Requirement: Go through the lines below and count those that contain "serif"; the number is all that should be returned.

Records to use: Begin

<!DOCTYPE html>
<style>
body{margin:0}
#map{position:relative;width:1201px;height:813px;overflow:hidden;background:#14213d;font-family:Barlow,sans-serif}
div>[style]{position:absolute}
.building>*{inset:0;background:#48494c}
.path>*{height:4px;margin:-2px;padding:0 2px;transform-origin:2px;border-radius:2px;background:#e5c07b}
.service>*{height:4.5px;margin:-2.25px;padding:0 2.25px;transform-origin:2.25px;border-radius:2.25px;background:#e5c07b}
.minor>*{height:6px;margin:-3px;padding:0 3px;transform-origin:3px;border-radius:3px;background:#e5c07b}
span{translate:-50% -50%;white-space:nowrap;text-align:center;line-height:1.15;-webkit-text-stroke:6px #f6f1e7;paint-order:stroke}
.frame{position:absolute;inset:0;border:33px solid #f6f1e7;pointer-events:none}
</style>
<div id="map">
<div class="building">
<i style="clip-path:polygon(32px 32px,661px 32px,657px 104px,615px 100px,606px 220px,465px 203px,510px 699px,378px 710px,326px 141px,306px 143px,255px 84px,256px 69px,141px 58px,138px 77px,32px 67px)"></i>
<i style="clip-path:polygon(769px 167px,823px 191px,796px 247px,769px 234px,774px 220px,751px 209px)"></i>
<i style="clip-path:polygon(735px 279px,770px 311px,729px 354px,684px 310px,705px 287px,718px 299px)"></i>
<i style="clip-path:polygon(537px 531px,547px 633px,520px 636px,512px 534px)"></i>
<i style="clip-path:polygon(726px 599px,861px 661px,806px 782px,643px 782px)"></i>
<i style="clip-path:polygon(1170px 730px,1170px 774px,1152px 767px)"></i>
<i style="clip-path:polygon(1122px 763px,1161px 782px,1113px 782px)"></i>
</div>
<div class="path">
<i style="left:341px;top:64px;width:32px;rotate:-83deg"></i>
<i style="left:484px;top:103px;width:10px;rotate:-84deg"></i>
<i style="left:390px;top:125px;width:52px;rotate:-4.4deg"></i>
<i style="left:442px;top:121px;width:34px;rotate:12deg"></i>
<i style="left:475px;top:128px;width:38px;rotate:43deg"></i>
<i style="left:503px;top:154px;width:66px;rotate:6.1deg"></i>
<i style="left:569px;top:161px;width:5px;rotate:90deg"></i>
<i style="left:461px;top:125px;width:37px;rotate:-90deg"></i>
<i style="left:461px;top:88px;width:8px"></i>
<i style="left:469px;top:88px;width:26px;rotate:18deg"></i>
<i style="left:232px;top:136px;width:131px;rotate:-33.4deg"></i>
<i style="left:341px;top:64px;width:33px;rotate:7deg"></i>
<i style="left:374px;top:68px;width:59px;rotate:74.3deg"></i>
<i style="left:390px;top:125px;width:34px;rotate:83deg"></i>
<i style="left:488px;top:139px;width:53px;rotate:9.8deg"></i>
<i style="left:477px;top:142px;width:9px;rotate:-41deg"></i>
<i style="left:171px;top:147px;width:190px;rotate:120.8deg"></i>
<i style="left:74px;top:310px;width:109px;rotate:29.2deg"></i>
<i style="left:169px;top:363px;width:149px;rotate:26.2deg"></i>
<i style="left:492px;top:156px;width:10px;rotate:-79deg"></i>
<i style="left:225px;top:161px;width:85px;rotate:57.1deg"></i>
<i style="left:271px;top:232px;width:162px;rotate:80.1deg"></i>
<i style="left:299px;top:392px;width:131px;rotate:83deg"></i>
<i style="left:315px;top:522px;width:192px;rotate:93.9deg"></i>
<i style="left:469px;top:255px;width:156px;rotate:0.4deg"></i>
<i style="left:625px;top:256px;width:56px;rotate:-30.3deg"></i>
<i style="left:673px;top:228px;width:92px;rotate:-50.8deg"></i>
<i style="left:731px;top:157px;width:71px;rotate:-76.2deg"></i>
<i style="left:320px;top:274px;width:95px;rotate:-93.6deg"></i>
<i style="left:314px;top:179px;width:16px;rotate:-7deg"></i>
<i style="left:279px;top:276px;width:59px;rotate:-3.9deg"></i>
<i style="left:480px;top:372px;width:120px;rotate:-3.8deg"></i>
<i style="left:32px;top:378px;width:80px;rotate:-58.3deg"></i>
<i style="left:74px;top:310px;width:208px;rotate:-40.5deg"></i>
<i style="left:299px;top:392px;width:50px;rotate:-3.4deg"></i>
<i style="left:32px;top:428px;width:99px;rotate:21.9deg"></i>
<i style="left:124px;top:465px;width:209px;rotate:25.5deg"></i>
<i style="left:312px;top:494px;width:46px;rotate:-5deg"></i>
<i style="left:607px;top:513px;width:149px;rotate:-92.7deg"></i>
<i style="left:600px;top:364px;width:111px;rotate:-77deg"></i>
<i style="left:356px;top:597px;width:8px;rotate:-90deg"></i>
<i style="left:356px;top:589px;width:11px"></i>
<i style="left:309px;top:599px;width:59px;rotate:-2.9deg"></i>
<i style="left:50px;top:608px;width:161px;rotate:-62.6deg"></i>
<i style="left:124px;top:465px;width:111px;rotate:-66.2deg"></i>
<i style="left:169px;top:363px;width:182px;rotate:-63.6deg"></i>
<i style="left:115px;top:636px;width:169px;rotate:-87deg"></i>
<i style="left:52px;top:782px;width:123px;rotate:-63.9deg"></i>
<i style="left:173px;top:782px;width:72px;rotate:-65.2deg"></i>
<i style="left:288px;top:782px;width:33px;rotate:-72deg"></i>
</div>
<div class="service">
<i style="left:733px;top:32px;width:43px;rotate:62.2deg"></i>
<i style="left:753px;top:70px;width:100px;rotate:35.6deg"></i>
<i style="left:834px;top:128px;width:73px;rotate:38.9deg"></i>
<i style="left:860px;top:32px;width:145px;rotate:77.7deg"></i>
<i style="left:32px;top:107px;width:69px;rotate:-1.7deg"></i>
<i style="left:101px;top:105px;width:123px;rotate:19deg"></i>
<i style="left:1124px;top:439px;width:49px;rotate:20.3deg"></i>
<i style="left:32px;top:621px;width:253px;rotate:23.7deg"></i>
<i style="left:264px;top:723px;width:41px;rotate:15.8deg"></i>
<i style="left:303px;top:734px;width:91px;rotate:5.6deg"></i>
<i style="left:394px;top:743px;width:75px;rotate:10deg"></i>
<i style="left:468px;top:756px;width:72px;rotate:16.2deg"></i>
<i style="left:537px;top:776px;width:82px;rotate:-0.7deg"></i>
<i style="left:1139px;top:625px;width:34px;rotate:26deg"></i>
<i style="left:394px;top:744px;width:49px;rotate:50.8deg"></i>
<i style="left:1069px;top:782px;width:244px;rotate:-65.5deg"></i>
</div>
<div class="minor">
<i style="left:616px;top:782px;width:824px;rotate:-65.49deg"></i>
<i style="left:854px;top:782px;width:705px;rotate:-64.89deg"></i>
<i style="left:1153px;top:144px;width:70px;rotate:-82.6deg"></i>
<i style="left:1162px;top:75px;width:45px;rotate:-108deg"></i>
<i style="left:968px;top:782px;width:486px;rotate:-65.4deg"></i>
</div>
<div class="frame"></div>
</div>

Records to use: End
Records to use: Begin

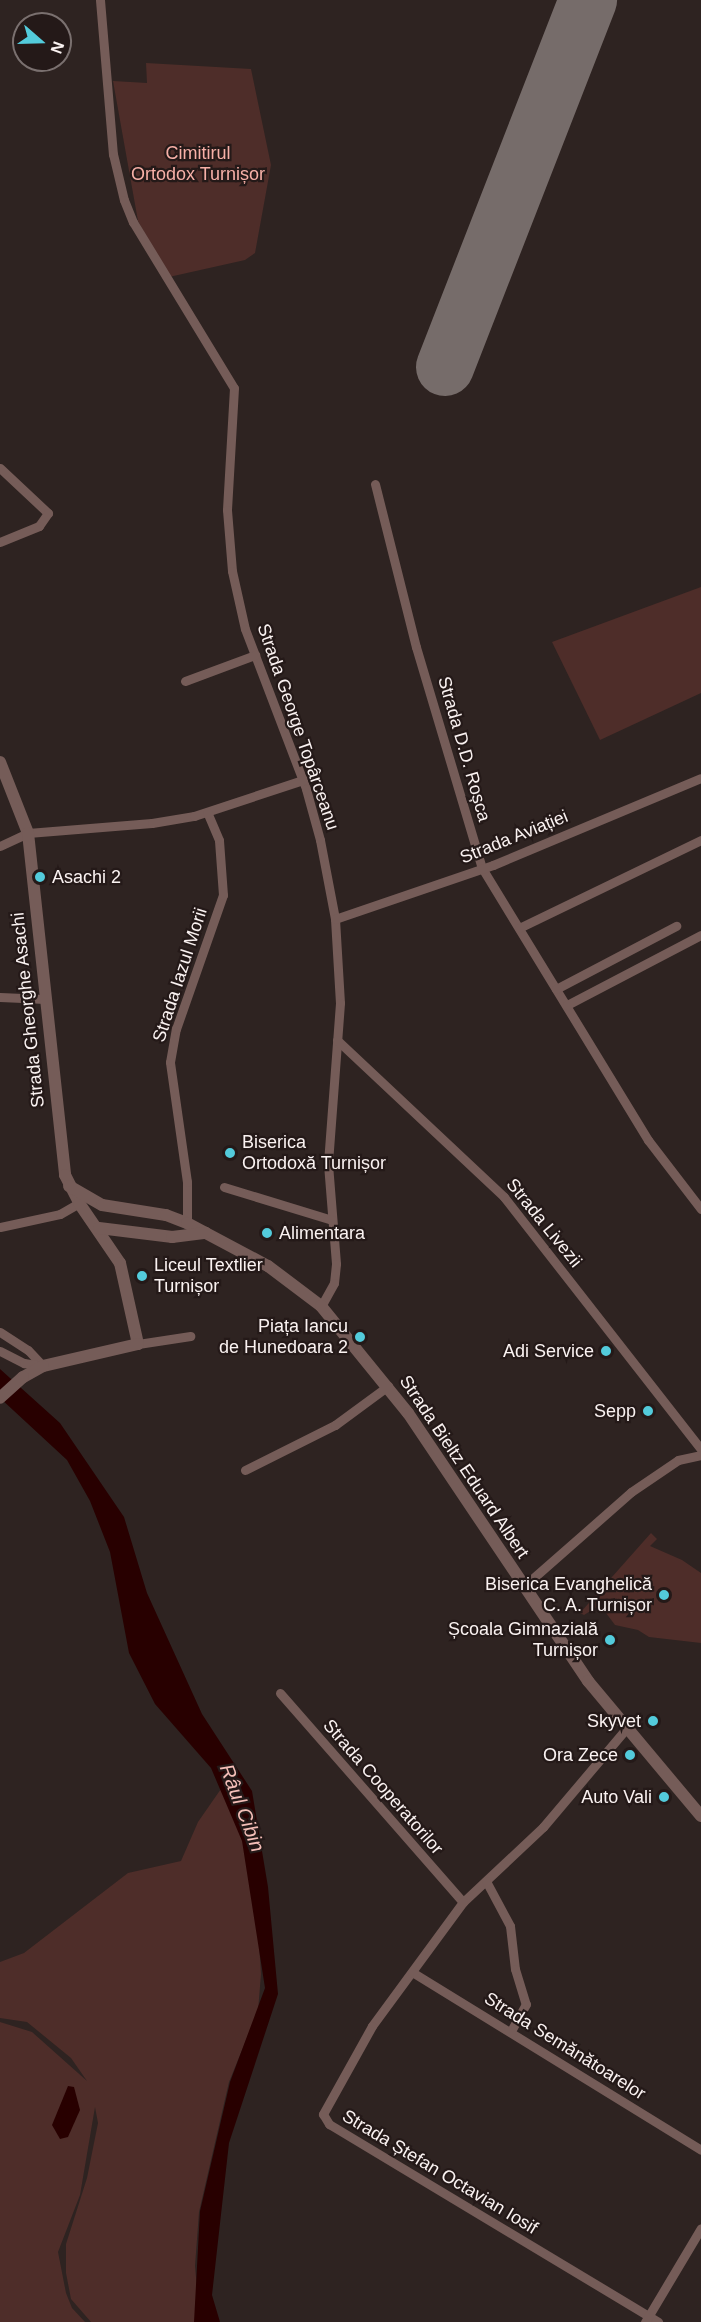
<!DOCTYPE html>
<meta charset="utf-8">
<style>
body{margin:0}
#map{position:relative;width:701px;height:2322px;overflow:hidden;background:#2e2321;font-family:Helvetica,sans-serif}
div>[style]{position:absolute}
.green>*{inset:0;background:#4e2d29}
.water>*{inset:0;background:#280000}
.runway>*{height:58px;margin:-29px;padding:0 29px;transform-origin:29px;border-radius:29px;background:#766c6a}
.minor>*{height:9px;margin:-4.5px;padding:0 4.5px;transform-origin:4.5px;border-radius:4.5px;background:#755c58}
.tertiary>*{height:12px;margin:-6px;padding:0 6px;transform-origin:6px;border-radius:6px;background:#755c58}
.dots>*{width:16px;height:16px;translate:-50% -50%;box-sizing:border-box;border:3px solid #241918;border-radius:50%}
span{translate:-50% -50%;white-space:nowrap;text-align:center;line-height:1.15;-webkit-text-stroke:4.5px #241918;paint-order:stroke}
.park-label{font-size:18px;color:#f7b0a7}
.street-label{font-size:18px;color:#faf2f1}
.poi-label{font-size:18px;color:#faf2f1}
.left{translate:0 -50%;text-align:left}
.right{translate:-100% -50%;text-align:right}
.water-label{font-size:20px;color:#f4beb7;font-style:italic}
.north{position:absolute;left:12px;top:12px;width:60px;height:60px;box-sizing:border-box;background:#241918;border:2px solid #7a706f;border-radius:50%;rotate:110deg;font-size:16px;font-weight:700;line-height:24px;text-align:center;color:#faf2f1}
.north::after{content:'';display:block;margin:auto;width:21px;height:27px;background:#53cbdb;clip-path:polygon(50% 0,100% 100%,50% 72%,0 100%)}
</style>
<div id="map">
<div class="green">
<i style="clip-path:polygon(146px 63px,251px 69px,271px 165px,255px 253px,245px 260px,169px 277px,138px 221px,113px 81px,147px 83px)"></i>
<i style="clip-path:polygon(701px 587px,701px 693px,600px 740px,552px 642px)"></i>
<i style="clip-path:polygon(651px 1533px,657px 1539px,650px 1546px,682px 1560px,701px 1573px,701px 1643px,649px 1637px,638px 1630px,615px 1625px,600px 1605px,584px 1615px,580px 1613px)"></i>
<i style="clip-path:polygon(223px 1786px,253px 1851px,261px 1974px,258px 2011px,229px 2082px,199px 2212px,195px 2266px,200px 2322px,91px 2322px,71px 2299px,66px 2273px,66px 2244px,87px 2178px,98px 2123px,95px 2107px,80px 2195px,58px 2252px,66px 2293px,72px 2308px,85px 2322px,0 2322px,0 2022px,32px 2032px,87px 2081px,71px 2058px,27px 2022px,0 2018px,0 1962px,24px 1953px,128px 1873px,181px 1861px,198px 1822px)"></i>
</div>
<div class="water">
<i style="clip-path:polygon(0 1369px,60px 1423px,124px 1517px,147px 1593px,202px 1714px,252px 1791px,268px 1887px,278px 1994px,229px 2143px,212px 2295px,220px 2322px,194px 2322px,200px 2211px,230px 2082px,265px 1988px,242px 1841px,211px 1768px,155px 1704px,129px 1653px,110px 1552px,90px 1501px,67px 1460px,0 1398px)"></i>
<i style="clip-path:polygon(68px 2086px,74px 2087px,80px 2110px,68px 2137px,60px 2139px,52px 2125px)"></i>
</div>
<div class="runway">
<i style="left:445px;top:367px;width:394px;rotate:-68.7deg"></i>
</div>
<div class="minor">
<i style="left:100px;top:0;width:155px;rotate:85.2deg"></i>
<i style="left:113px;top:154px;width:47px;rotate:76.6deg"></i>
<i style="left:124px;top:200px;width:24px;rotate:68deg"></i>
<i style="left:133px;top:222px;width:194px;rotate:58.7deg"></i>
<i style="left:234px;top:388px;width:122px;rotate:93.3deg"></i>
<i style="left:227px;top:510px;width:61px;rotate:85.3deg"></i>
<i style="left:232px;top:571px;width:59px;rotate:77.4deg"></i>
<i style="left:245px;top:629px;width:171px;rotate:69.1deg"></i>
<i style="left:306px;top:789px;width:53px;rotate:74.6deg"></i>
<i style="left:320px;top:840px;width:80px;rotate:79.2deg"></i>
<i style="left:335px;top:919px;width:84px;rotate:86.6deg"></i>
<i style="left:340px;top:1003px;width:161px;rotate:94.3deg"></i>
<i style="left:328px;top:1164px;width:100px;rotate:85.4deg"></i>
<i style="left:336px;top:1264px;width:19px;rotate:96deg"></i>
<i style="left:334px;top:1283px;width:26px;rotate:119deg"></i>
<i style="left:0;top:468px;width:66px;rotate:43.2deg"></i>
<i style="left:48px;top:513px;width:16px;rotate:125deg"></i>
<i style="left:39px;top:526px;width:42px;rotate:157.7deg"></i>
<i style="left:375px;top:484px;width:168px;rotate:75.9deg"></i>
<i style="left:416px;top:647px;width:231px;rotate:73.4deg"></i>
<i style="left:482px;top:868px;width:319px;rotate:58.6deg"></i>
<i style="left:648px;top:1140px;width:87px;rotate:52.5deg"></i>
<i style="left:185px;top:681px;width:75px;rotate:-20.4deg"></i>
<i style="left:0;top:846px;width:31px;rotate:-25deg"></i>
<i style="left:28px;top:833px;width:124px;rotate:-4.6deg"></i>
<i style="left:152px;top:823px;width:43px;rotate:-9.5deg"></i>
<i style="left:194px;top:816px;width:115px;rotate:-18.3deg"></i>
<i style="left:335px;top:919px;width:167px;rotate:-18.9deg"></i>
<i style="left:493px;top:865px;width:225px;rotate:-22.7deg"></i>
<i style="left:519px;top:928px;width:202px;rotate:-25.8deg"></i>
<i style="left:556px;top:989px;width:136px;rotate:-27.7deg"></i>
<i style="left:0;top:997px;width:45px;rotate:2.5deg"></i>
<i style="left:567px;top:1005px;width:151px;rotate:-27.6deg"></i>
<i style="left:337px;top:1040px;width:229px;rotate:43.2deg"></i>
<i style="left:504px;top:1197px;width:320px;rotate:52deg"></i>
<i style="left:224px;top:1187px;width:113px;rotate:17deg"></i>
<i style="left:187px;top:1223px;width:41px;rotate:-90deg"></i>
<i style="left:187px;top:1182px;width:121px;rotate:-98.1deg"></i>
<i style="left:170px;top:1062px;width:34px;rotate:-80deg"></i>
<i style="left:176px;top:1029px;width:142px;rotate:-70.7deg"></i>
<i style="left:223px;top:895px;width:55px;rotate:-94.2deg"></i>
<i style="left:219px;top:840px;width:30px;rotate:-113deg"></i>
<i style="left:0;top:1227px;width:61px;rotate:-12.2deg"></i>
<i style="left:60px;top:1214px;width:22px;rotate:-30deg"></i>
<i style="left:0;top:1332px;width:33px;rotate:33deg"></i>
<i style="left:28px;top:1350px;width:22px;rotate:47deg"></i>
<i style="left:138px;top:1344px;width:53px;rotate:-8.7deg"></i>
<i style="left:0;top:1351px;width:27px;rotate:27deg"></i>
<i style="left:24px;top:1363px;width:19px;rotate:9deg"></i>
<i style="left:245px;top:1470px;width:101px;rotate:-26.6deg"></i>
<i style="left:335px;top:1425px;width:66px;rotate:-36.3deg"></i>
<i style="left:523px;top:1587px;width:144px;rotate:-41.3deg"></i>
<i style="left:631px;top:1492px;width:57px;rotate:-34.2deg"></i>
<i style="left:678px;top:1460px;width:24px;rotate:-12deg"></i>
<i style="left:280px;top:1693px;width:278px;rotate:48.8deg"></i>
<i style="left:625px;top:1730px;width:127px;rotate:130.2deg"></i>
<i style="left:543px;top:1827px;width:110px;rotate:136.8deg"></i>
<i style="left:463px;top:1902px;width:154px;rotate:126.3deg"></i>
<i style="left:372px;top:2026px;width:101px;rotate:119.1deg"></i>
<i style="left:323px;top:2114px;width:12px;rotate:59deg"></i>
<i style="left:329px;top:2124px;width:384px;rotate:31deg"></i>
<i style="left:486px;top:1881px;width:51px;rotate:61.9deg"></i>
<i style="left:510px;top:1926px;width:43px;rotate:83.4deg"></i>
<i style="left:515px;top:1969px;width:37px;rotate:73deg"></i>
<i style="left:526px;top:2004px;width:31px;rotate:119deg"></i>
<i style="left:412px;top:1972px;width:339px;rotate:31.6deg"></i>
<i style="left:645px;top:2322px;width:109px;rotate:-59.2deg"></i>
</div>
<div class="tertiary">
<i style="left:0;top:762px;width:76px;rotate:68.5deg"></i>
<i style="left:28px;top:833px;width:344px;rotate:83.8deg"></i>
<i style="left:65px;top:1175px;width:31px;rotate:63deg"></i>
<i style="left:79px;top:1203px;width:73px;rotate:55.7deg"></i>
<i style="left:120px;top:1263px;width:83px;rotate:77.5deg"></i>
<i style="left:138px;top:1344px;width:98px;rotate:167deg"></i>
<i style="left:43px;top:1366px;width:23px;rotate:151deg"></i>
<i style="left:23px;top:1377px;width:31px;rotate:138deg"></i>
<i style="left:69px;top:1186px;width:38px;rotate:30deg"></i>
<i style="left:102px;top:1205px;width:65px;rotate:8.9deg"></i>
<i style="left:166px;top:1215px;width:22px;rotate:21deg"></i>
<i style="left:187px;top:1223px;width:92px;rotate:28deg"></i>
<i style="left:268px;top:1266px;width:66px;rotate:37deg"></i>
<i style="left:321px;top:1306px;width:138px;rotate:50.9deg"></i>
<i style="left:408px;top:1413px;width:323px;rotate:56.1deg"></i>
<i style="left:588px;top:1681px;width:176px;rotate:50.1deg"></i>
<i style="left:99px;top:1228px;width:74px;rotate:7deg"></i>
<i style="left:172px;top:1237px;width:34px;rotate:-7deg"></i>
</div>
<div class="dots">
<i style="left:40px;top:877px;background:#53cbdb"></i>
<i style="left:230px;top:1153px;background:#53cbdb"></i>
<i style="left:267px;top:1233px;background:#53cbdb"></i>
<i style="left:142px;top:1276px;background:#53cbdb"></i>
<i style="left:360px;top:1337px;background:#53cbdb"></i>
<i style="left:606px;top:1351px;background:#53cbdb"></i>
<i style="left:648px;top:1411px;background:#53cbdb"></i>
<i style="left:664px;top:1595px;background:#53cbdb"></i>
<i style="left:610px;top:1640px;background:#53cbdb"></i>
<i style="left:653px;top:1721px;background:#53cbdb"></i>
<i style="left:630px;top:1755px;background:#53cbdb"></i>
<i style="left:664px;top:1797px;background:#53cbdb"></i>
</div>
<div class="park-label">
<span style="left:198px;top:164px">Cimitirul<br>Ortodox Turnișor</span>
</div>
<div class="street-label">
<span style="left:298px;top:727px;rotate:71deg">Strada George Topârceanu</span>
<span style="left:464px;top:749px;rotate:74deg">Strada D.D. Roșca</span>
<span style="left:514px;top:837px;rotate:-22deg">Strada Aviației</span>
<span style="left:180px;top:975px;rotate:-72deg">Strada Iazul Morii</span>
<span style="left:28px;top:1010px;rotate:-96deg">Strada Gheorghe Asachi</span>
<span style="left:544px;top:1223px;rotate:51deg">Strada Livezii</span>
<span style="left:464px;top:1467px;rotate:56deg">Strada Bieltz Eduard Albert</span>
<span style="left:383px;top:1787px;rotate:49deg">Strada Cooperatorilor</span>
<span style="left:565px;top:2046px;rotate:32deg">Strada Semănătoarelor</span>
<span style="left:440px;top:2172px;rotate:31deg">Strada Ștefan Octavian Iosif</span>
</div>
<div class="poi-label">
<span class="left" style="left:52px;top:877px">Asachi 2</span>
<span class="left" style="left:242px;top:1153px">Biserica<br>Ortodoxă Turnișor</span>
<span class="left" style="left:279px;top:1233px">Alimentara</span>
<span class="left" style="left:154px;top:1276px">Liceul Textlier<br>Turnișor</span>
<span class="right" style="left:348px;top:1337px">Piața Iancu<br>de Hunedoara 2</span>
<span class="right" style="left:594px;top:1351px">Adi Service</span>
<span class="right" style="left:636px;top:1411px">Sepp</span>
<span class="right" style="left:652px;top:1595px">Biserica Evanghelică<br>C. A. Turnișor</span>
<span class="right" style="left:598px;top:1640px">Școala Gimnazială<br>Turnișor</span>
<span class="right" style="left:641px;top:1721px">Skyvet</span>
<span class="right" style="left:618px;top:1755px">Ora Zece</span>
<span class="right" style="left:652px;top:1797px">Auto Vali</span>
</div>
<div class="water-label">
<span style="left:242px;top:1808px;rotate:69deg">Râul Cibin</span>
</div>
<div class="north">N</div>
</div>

Records to use: End

Response area: 2